Insomma, uno snodo storico, importante, nella trasformazione del rapporto fra le identità e il mondo, in cui convergono nuove tecnologie, riarticolazioni dei generi narrativi e dei media – e dell’uso dei media da parte del pubblico.

Gli anime sono del tutto dentro questo processo, lo accompagnano, lo stimolano, ne sono parte. Propongono modalità ideative e produttive nuove, ed una dimensione trasversale ai gusti, alle età, agli immaginari (cfr. Pellitteri, 2008; Signori, 2011).

E le sigle musicali che vengono create per loro ne marcano la natura, i caratteri. Sono parte del piacere stesso che i cartoni procurano.

Acquistano una tale forza intrinseca da diventare indipendenti dall’oggetto per cui sono state scritte, come scrivono i due autori: “Se c’è una cosa che ci accomuna tutti è di ricordare alcune sigle TV senza però aver mai visto il relativo cartone animato”.

Merito, evidentemente, di tutti coloro che vi lavoravano, dagli autori, agli interpreti, ai produttori. Il che – scrivono Fabbreschi e Bartoli – rende lecito conferirgli il titolo di veri e propri eroi, di “Cartoon Heroes”, così che i due autori ne fanno i protagonisti del loro saggio, a cominciare dalle orchestre che hanno registrato le sigle, per passare ai gruppi, poi ai singoli, e finire con i produttori – fra tutti i protagonisti di questo plotone che si muoveva dietro le quinte, forse i più oscuri e sconosciuti.

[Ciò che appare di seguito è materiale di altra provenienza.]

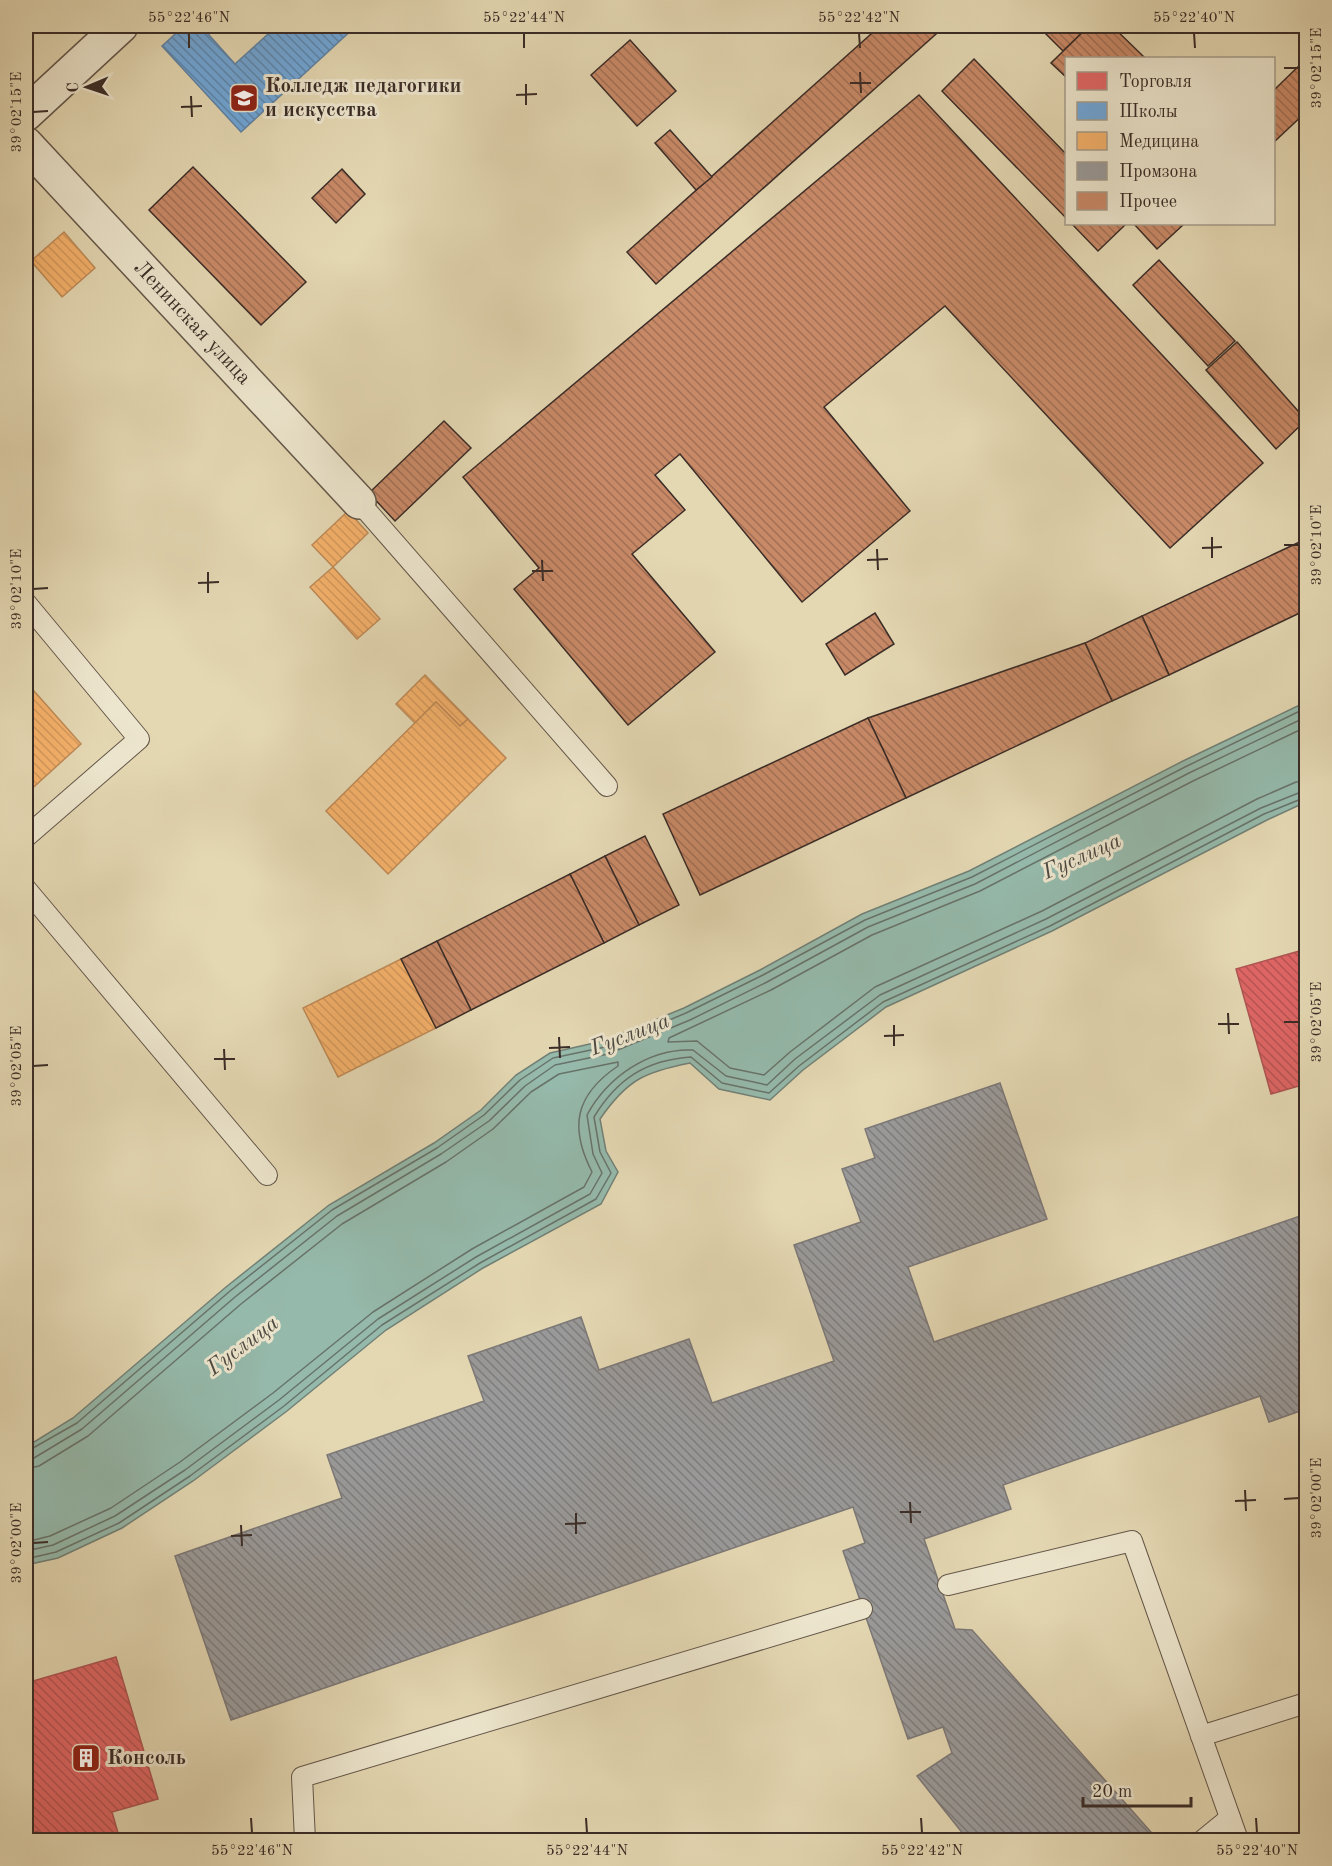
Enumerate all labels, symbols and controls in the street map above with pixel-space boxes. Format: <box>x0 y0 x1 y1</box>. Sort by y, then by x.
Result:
text: 55°22'46"N <box>148 11 230 26</box>
text: 55°22'44"N <box>483 11 565 26</box>
text: 55°22'42"N <box>818 11 900 26</box>
text: 55°22'40"N <box>1153 11 1235 26</box>
text: 39°02'15"E <box>1310 28 1325 108</box>
north arrow <box>57 57 117 117</box>
legend <box>1065 57 1275 225</box>
text: 39°02'15"E <box>10 72 25 152</box>
text: Торговля <box>1119 73 1192 91</box>
place label: Колледж педагогики и искусства <box>265 76 461 121</box>
text: С <box>66 82 82 93</box>
school or university icon: Колледж педагогики и искусства <box>228 82 260 114</box>
text: Школы <box>1119 103 1178 121</box>
text: Медицина <box>1119 133 1199 151</box>
text: Промзона <box>1119 163 1197 181</box>
text: Прочее <box>1119 193 1177 211</box>
street label: Ленинская улица <box>129 257 255 389</box>
text: 39°02'10"E <box>1310 505 1325 585</box>
text: 39°02'10"E <box>10 549 25 629</box>
water label: Гуслица <box>1039 830 1125 884</box>
text: 39°02'05"E <box>1310 982 1325 1062</box>
water label: Гуслица <box>586 1010 673 1061</box>
text: 39°02'05"E <box>10 1026 25 1106</box>
water label: Гуслица <box>202 1312 283 1380</box>
text: 39°02'00"E <box>1310 1458 1325 1538</box>
text: 39°02'00"E <box>10 1503 25 1583</box>
building icon: Консоль <box>70 1742 102 1774</box>
place label: Консоль <box>107 1748 186 1769</box>
scale bar <box>1083 1770 1191 1808</box>
text: 20 m <box>1092 1783 1132 1801</box>
text: 55°22'46"N <box>211 1844 293 1859</box>
text: 55°22'44"N <box>546 1844 628 1859</box>
text: 55°22'42"N <box>881 1844 963 1859</box>
text: 55°22'40"N <box>1216 1844 1298 1859</box>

In pratica, un anticipo di come, a partire da un segmento specifico dell’industria culturale, si organizzerà la produzione di merci estetiche nel tratto finale del XX secolo, pur con tutte le resistenze che il mutamento sociale e l’adeguamento ai nuovi stili di consumo e di vita troveranno in Rai (Brancato, 2007).

Una riprova comunque del grande patrimonio di creatività estetica, di attenzione all’evolversi del gusto, ma anche di “sensibilità” artistica che animava coloro che allora “abitavano” il mondo dello spettacolo fra Rai e mercato.

Non una banale “operazione nostalgia” come si potrebbe pensare, quella articolata da Fabbreschi e Bartoli, ma un contributo alla memoria del presente, che colloca le sigle dei cartoons Tv nello stesso universo di tutti quei brani musicali che, nati negli anni del beat e del pop come “canzonette” per adolescenti, considerati con ironia dagli adulti di allora, sono diventate classici del paesaggio sonoro che abitiamo quotidianamente, saccheggiate sistematicamente dai creativi delle agenzie di pubblicità per i propri spot. Piccoli capolavori, almeno alcuni di loro, destinati anch’essi a diventare dei classici, se già non lo sono, che possiamo riascoltare dal cd allegato al volume.

Brancato S., Senza fine Immaginario e scrittura della fiction seriale in Italia, Liguori, Napoli, 2007.

Brancato S., Post-serialità Per una sociologia delle tv.series, Liguori, Napoli, 2011.

Pellitteri Marco, Il drago e la saetta, Tunué, Latina, 2008.

Signori, Giorgio, La fabbrica dei cartoon, Tunué, Latina, 2011.